Perderse en Fiducentro no es nada fuera de lo cotidiano. Sus pasillos, que marcan todos los caminos posibles entre puerta y puerta, nivel y nivel, alguna vez se plantearon como articulación del sector comercial.

 

Por / Juan Camilo Betancur Jaramillo

«¡Brindemos por el fracaso!»

Cuando el ocaso se incendia es hora de seguir el rastro que nos ata inexorablemente al parque. En el parque converge la amistad. Convergen los cuerpos ansiosos de pasto e imágenes de hojas cayendo de lo alto, ávidos de ritmo y con la atención secuestrada por la plasticidad de la carne y los ligamentos.

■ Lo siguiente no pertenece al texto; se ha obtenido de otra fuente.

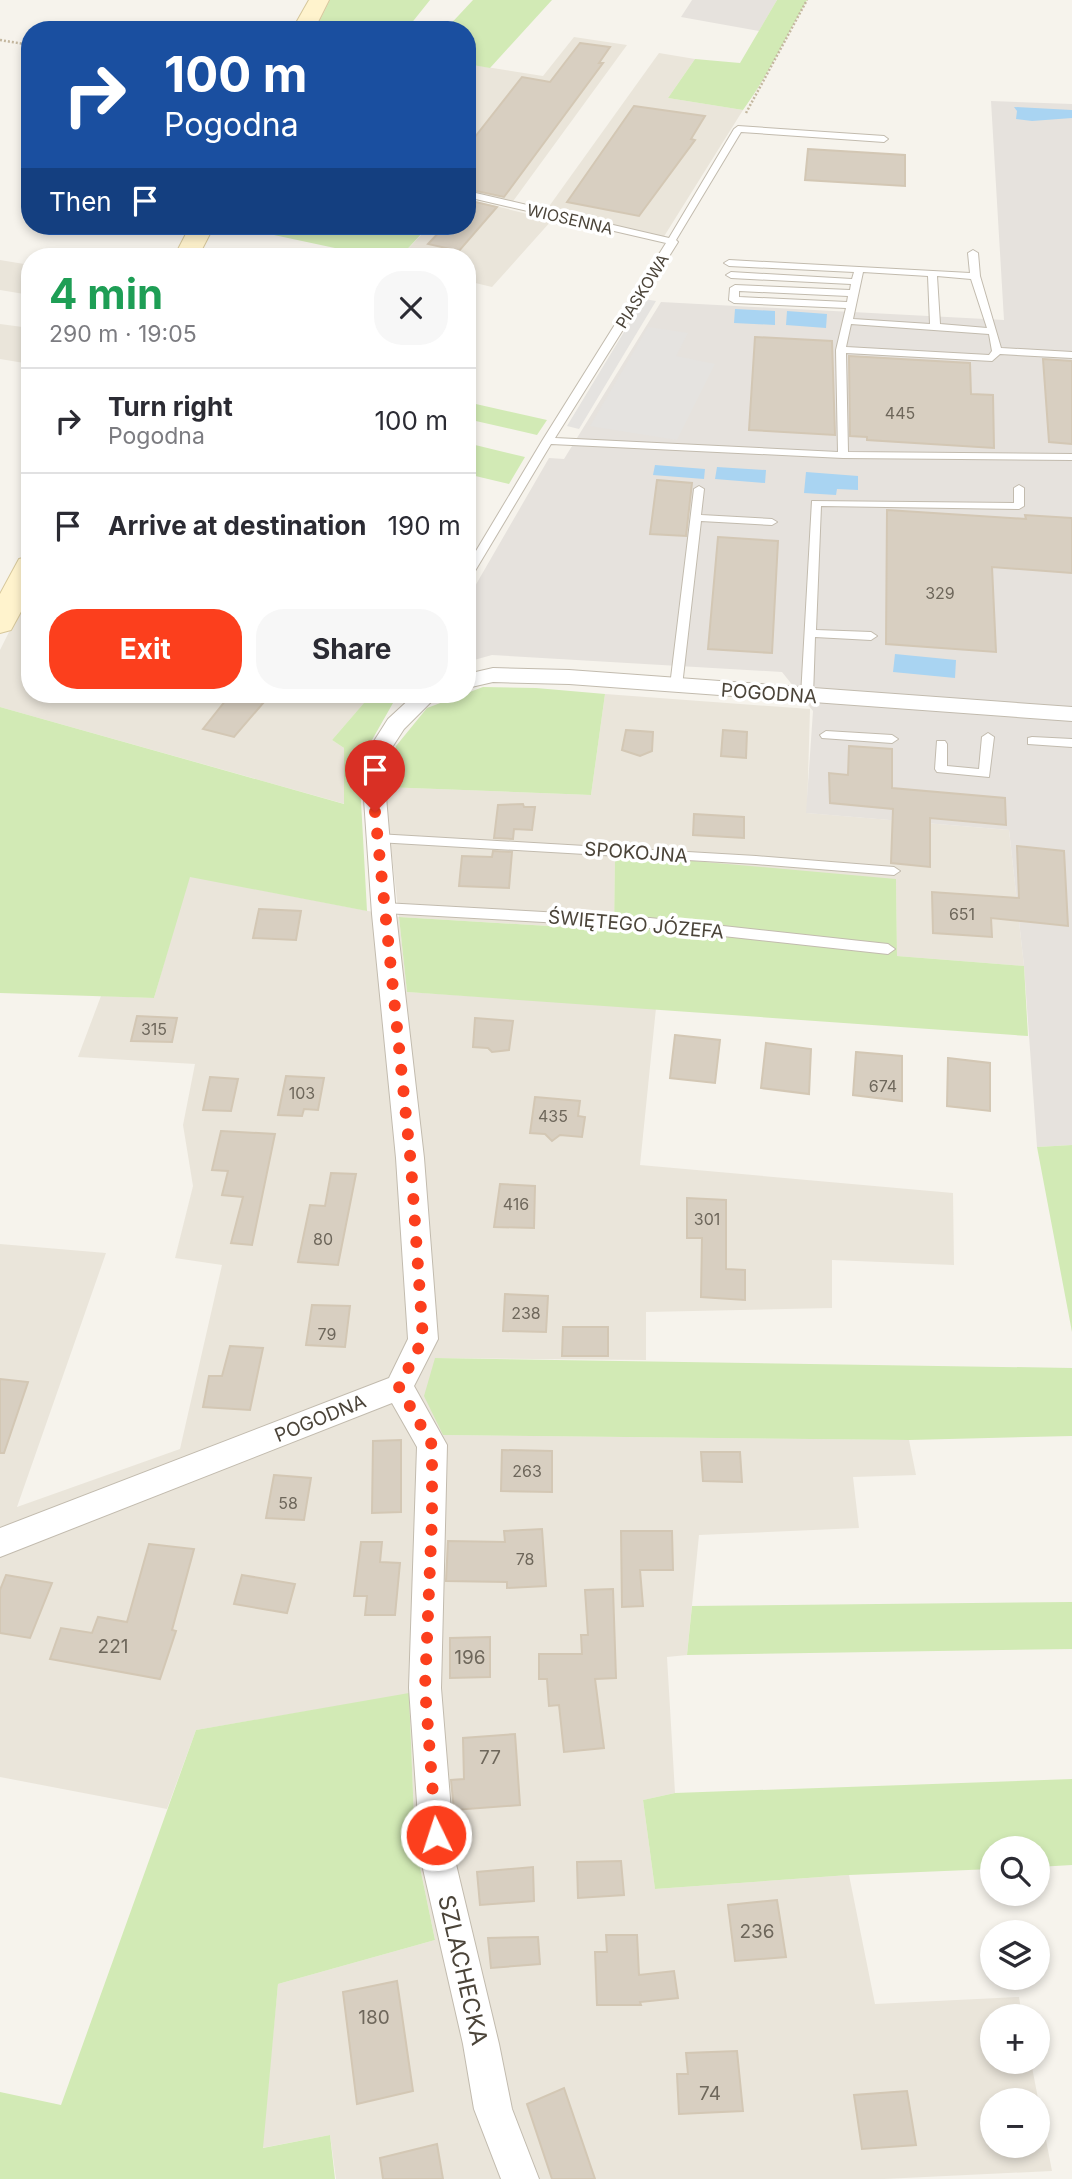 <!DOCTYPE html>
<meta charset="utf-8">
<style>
body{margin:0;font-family:Inter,sans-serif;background:#f7f7f7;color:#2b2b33;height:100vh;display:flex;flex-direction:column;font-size:26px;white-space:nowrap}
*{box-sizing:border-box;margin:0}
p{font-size:23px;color:#7c7c81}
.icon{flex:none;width:38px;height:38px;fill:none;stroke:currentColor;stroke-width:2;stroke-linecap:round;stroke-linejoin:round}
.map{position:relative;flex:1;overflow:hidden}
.sheet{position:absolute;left:21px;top:248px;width:455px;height:455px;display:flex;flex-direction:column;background:#fff;border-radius:28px;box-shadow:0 4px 10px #0003}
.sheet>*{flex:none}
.banner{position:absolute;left:21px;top:21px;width:455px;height:214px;border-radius:28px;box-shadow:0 4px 10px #0003;background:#1a4fa0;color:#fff;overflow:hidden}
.fabs{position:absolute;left:980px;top:1836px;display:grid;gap:14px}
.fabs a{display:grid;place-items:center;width:70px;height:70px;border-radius:50%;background:#fff;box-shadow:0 4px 10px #0003;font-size:35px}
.pin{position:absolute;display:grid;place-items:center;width:60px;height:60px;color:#fff;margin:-72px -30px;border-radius:50% 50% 50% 0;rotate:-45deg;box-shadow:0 0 7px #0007}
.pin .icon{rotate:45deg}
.me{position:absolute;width:77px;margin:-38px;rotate:356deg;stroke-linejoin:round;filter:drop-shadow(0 0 5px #0008)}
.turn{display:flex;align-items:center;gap:24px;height:147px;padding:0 28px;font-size:32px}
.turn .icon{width:91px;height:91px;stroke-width:2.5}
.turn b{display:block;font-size:49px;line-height:60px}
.then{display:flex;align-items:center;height:66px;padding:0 28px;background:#0003;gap:14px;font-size:26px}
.round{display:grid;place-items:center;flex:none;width:74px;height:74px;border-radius:28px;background:#f7f7f7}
.head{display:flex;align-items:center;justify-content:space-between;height:119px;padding:0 28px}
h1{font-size:42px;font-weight:700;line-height:52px;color:#1e9e55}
.primary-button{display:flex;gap:14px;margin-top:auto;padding:14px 28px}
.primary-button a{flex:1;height:80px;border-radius:28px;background:#fc3f1d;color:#fff;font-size:28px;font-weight:700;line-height:80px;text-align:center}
.primary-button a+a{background:#f7f7f7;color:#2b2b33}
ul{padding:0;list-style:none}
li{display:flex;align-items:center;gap:21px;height:105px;padding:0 28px;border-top:2px solid #e1e1e2}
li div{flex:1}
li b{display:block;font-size:26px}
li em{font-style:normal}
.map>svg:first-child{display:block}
.residential{fill:#eae5da;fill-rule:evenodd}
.industrial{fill:#e6e2dd}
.green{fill:#d2eab5}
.parking{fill:#e5e3e0}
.water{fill:#a9d4f2}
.building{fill:#d8cfc1;stroke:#d3c7b4;stroke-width:2}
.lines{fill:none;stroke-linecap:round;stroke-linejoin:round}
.lane-casing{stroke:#c2bbae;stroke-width:2}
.street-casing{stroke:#c2bbae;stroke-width:2}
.secondary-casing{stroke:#d6c79b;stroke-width:2}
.path{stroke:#c4b79f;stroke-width:2.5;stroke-dasharray:2 2;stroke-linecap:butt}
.lane{fill:#fff;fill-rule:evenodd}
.street{fill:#fff;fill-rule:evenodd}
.secondary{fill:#fff3cd;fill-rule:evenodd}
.route{stroke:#fc3f1d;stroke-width:12;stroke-dasharray:0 21.6}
.labels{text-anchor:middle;stroke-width:7;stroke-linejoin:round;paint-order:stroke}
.far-street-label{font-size:16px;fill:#4b4439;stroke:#fff}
.number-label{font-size:16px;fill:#6e675b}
.street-label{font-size:19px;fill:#4b4439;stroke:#fff}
.near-number-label{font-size:19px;fill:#6e675b}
.near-street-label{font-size:23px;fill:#4b4439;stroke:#fff}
</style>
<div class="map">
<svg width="1072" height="2179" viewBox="0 0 1072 2179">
<rect width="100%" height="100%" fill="#f6f3ec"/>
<path class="residential" d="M574 37 627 45 511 204 467 193V64L543 76Z
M659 53 695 59 668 98 743 110 663 238 545 212Z
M467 199 552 220 492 287 467 281V257H400L424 232 403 226H467Z
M0 260 30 265V295L0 290Z
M0 324 30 328V364L0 359Z
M30 590V695H371L332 740 344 748 345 804 0 707V650Z
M605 694 810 709 807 813 1009 830 1024 966 897 956 896 880 615 855 614 930 399 917 407 992 656 1008 640 1165 953 1193 954 1265 832 1260V1308L646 1312V1360L435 1358 443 1435 909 1440 916 1475 853 1477 859 1528 699 1535 687 1655 667 1657 675 1793 643 1800 655 1889 849 1875 875 2004 1019 1997 1022 2016H992V2062H1031L1052 2171 884 2179H336L330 2135 262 2148 278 1984 435 1940 415 1843 409 1694 196 1730 167 1809 0 1777V1244L106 1253 17 1507 180 1449 222 1265 175 1258 193 1186 183 1125 195 1064 78 1057 101 996 154 998 189 876 399 917 384 787 591 795ZM992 2100H1038V2146H992Z"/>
<path class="industrial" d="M692 0H777L759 31 681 17Z
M991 101 1072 104V1145L1037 1147 1024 966 1009 830 806 813 813 711 782 672 492 655 467 662V600L549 458 564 459 661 302 1004 320Z"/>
<path class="green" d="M330 0H430L406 30H315Z
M473 0H552L490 68 467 64V30H445Z
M777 0H807C786 36 768 76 743 110L668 98 695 59 740 63Z
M232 226H403L424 231 400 257H377Z
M467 402 547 420 537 435 467 419Z
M467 443 525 457 509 484 467 474Z
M483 687 536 688 605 694 591 795 384 787 396 746 427 708Z
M370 696 393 703 368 747 360 783 367 911 190 877 154 998 0 993V707L344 804V748L332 740Z
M615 854 896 879 897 956 1024 966 1028 1036 407 992 399 917 614 930Z
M1072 1145V1332L1037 1147Z
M435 1358 1072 1368V1436L909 1440 443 1435 424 1396Z
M1072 1602V1649L687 1655 692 1606Z
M409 1693 415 1843 435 1940 278 1984 263 2148 330 2135 335 2179H0V2092L61 2105 196 1730Z
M1072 1779V1865L1038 1867V1848H992V1869L849 1875 655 1889 643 1800 675 1793Z"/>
<path class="parking" d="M644 299 656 301 579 429 567 426Z
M648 327 688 333 676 356 715 364 677 440 590 426Z"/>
<path class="water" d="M1014 107 1072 110V118L1032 121 1016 119 1017 111Z
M735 309 775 311V325L734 323Z
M787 311 827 314 826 328 786 325Z
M655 465 705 469 704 479 653 475Z
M717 467 766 470 765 483 715 479Z
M806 472 858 476V490L837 489 836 495 804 493Z
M895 654 956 660 955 678 893 672Z"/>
<path class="building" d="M580 43 610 47 599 63H603L504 197 467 189V147L522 77 550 82Z
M634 106 705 116 691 139 695 140 639 216 567 202Z
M808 149 905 155V186L805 180Z
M467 200 497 207 459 251 428 244 445 226H467Z
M755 337 832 341 835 435 749 430Z
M849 356 970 363 971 394 993 395 994 448 867 440V437L850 436Z
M1043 359 1072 361V444L1049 442Z
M657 480 692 483 686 536 650 534Z
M887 510 1026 519 1025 515 1072 518V573L992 567 996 652 886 644Z
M718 537 778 541 772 653 708 649Z
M230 695H270L234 737 203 729Z
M626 730 653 732 652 751 640 756 622 750Z
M723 730 747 732 746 758 721 756Z
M849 746 892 749V788L1005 798 1006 825 930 818V867L891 863 893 809 830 803 829 773 848 775Z
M523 804 524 807H535L532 830 514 829 513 839 494 838 498 805Z
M694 814 744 817V838L693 835Z
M1017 846 1064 851 1068 926 991 918 992 937 933 933 932 892 1019 898Z
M493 851 512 852 509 888 459 886 462 856 492 857Z
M259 909 301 911 296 940 253 938Z
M137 1016 177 1018 172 1042 131 1041Z
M475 1018 513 1021 509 1050 492 1052 488 1048 473 1047Z
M675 1035 720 1040 715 1083 670 1078Z
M766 1043 811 1049 809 1094 761 1088Z
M856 1052 902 1056V1101L853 1095Z
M948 1058 990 1063V1111L947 1106Z
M286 1076 324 1078 318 1110 304 1109 302 1116 278 1115Z
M210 1077 238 1079 231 1111 203 1110Z
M535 1097 580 1101 578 1116 585 1117 582 1137 560 1135 552 1141 545 1134 530 1133Z
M221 1131 275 1134 252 1245 231 1243 243 1197 222 1195 228 1171 212 1170Z
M331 1173 356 1174 338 1265 298 1262 310 1205 325 1206Z
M500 1184 535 1186 534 1228 494 1227Z
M687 1198 726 1200V1269L745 1270V1300L701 1297 702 1238H687Z
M505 1294 548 1296 546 1332 503 1331Z
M312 1305 350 1306 345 1347 306 1345Z
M563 1327H608V1356H562Z
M230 1346 263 1348 250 1410 203 1407 209 1376H222Z
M0 1379 28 1382 4 1453H0Z
M401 1440V1512L372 1513 373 1441Z
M502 1450 552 1451V1492L501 1491Z
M701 1452H740L742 1482 703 1481Z
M274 1475 311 1478 304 1520 266 1518Z
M542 1529 546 1586 507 1588V1582L446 1581 448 1541 505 1542 504 1531Z
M621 1531H672L673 1570H640L643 1606 622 1607Z
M361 1542H382L380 1562 400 1563 395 1615H365L367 1596H354Z
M149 1544 194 1549 172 1630 176 1631 160 1679 50 1659 61 1628 92 1633 98 1617 127 1622Z
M6 1575 52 1583 30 1638 0 1633V1590Z
M242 1575 295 1584 287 1613 234 1604Z
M613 1589 616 1678 595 1679 604 1748 564 1752 559 1705 549 1706 547 1679H539V1654H582L581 1635H588L585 1590Z
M490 1637V1677L450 1678V1638Z
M515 1734 520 1805 454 1810 451 1780 464 1779 463 1738Z
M621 1861 624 1895 578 1898 577 1862Z
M533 1867 534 1901 480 1905 477 1872Z
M777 1900 786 1957 735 1961 728 1905Z
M606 1935H637L639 1975 674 1971 678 1998 640 2002 641 2005H597L595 1952H607Z
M538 1937 540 1964 491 1968 488 1938Z
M397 1981 413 2091 357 2104 343 1992Z
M737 2051 743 2111 679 2114 677 2074H688L686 2053Z
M564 2088 595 2179H552L527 2104Z
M907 2091 916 2145 862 2149 854 2095Z
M437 2144 443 2179H383L380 2158Z"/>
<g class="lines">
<g class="lane-casing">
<path id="lane" d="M738 126 884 136 888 139 884 142 741 132 676 240 678 242 555 438 838 452 836 350 846 308 734 303 729 300 730 288 735 285 850 290 851 284 731 278 726 275 731 272 852 279 854 272 729 266 724 263 729 260 970 273 968 253 973 250 978 253 980 276 1001 348 1072 352V358L1000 354 992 361 846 353 848 452 1072 454V460L843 458 551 444 472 576 467 579V566L542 441 666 243 467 197V191L669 238 734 129ZM863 272 928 276 930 324 853 319ZM937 276 971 279 987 328 940 324ZM739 291 848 296 847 302 739 297ZM851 324 989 334 992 351 989 355 846 347Z
M1019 485 1024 488V506L1019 509 821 506 816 630 871 632 877 636 871 640 815 637 813 696 807 700 803 699 801 696 812 501 1014 503V488Z
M699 486 704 489 701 515 772 519 777 522 772 525 701 521 682 686 676 690 670 686 694 489Z
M826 731 892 735 898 739 892 743 822 738 820 735Z
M988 733 994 737 989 777 937 772 935 769 937 741H945L947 744V766L979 769 982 737Z
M1032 737 1072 739V747L1028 744V738Z
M377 834 756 856 894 867 900 871 894 875 756 864 377 842 371 838Z
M384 903 650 918 888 944 895 949 888 954 650 928 384 913 378 908Z"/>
</g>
<g class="street-casing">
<path id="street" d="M493 668 569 670 1072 707V721L569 684 493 682 467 688V674Z
M414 695H438L404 729 391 749 385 785 396 914 424 1158 438 1339 414 1386 447 1445 441 1688 455 1860 499 2044 512 2109 539 2179H501L474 2109 463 2044 421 1860 409 1688 417 1447 392 1403 0 1557V1528L389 1378 408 1339 396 1158 372 914 363 785 369 749 388 719Z"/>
</g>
<g class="secondary-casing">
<path id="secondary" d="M309 0H329L314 30H292Z
M190 226H214L198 257H174Z
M30 556V595L11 630 0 633V594L19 559Z"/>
</g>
<path class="path" d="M0 40 30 45
M746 113 807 0"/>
<use href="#lane" class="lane"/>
<use href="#street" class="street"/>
<use href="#secondary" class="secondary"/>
</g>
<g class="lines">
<path class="route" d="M375 812 411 1165 423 1339 399 1387 432 1445V1517L425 1688 436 1835"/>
</g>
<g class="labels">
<g class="far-street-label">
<text transform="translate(570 219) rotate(13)" y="6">WIOSENNA</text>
<text transform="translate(642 291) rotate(-58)" y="6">PIASKOWA</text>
</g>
<g class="number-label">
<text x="900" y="419">445</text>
<text x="940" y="599">329</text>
<text x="962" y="920">651</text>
<text x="154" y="1035">315</text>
<text x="883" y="1092">674</text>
<text x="302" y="1099">103</text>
<text x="553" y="1122">435</text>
<text x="516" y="1210">416</text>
<text x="707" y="1225">301</text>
<text x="323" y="1245">80</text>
<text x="526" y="1319">238</text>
<text x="327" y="1340">79</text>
<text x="527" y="1477">263</text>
<text x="288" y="1509">58</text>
<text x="525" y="1565">78</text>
</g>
<g class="street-label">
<text transform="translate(769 693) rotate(4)" y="7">POGODNA</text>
<text transform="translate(636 852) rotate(4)" y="7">SPOKOJNA</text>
<text transform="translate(636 924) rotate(5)" y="7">ŚWIĘTEGO JÓZEFA</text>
<text transform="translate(320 1418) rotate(-22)" y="7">POGODNA</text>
</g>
<g class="near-number-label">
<text x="113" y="1653">221</text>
<text x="470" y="1664">196</text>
<text x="490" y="1764">77</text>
<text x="757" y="1938">236</text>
<text x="374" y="2024">180</text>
<text x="710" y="2100">74</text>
</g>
<g class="near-street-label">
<text transform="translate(463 1970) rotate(77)" y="8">SZLACHECKA</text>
</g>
</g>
</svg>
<div class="fabs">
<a><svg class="icon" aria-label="search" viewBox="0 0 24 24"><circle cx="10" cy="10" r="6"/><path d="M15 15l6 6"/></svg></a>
<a><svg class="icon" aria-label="layers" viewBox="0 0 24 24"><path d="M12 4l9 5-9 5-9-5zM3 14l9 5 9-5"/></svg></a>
<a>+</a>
<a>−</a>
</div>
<div class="pin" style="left:375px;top:812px;background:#d93025"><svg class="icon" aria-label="arrive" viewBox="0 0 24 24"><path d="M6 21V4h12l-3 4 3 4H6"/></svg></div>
<svg class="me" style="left:436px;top:1835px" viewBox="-20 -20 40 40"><circle r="17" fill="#fc3f1d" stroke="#fff" stroke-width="3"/><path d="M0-11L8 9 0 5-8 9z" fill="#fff"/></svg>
<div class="banner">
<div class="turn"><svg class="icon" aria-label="right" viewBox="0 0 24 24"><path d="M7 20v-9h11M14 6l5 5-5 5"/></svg><div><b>100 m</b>Pogodna</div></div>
<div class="then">Then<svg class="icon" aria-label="arrive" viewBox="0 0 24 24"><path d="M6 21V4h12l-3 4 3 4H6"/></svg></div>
</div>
<section class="sheet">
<div class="head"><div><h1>4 min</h1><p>290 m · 19:05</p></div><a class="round"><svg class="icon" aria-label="close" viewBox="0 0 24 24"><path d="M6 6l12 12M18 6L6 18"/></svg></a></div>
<ul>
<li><svg class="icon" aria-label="right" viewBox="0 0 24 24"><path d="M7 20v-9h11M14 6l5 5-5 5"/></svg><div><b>Turn right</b><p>Pogodna</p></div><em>100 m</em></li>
<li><svg class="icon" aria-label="arrive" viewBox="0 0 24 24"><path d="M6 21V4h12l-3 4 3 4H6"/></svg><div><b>Arrive at destination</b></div><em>190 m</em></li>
</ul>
<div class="primary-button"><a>Exit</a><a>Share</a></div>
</section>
</div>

El encuentro lo tejen los gestos, las miradas, las voces; en últimas, el cuerpo y su despliegue. ¿Hasta qué punto el cuerpo es cuerpo y el mundo es mundo?, ¿cómo logra la perspectiva del cuerpo afectar la perspectiva de la mente? Una sola sustancia hay, pensaríamos en la inmanencia si estuviésemos de acuerdo. Leer es escribir. Escribir, leer. Tal vez por eso cuando ponemos —con firmeza— los pies en la tierra y nos extendemos para tocar el cielo es cuando con mayor facilidad ponemos nuestras manos en la hierba. Experimentamos así la conexión de los opuestos, el ciclo vital.

Leemos nuestros cuerpos, leemos el espacio. Nuestro cuerpo es territorio. Así se muestra cuando los pies se alzan hacia el cielo y el cabello es raíz vegetal. Cuando la cara se dibuja con trazos de hematita se abre un nuevo mundo ante nuestros oídos, el pálpito de la ciudad. Cuerpo y territorio son la misma cosa, los derviches comprendieron el giro del universo a través de sus espirales danzantes. Así el cuerpo es baile, imagen, texto. El cuerpo se lee. El territorio se lee.

Fotografía / Juan Camilo Betancur J.

Caminar es una forma de leer el territorio, nos lo recuerda Fernando González. Nos da consciencia del vínculo del cuerpo con el mundo. Hace falta interpretarlo, claro está. Hay que hacerle preguntas, cuestionar nuestra interacción, examinar cómo nos moldeamos mutuamente. Una pirámide marca la salida del parque. En su interior se despliegan ajados laberintos, olvidados por las dinámicas de la ciudad moderna.

Si leer es comprender códigos internos, leer el territorio es buscarnos en él, hallarlo en nosotras. Perderse en Fiducentro no es nada fuera de lo cotidiano. Sus pasillos, que marcan todos los caminos posibles entre puerta y puerta, nivel y nivel, alguna vez se plantearon como articulación del sector comercial. No obstante, en él hemos escrito su fracaso, que es el mismo éxito. El desenfreno comercial, tan opuesto al ideal lector nietzscheano, compite con su hermeticidad y falta de homogeneidad.

De algo tengo relativa seguridad: los centros comerciales son iguales en todas partes. Es la psicología del espacio en su praxis. Su voraz facilidad guía a los estupefactos consumidores como si un hilo rojo conectara su bolsillo con las cajas registradoras. En Fiducentro no se encuentra nada de esto —si es que algo llegara a encontrarse en él—. Se disloca de la norma, rompe el código común y se comunica con nosotras en su propio lenguaje; un lenguaje que empezamos a captar cuando buscamos en él nuestra huella, que no es otra más que su recorrido mismo.

Lejos de la fantasía de convergencia de capital, este lugar encontró su autodeterminación, la soberanía de hacerse a sí mismo. Mientras la ciudadanía le relegaba al olvido, sus torres no fueron aglutinación de grandes flujos de caja, ni de corbatas gastadoras; ahora lo habitan pequeñas oficinas que, aunque sus paredes sean de vidrio, no requieren de mayor visibilidad. Fiducentro reclama soberanía sobre el lenguaje cuando, ante la interpelación que le convoca a ser centro, responde con su devenir en la periferia. Desde las sombras produce su propio espacio; halla en el olvido, en la posibilidad de lo que queda sin decirse, una manera de escribir su propia historia.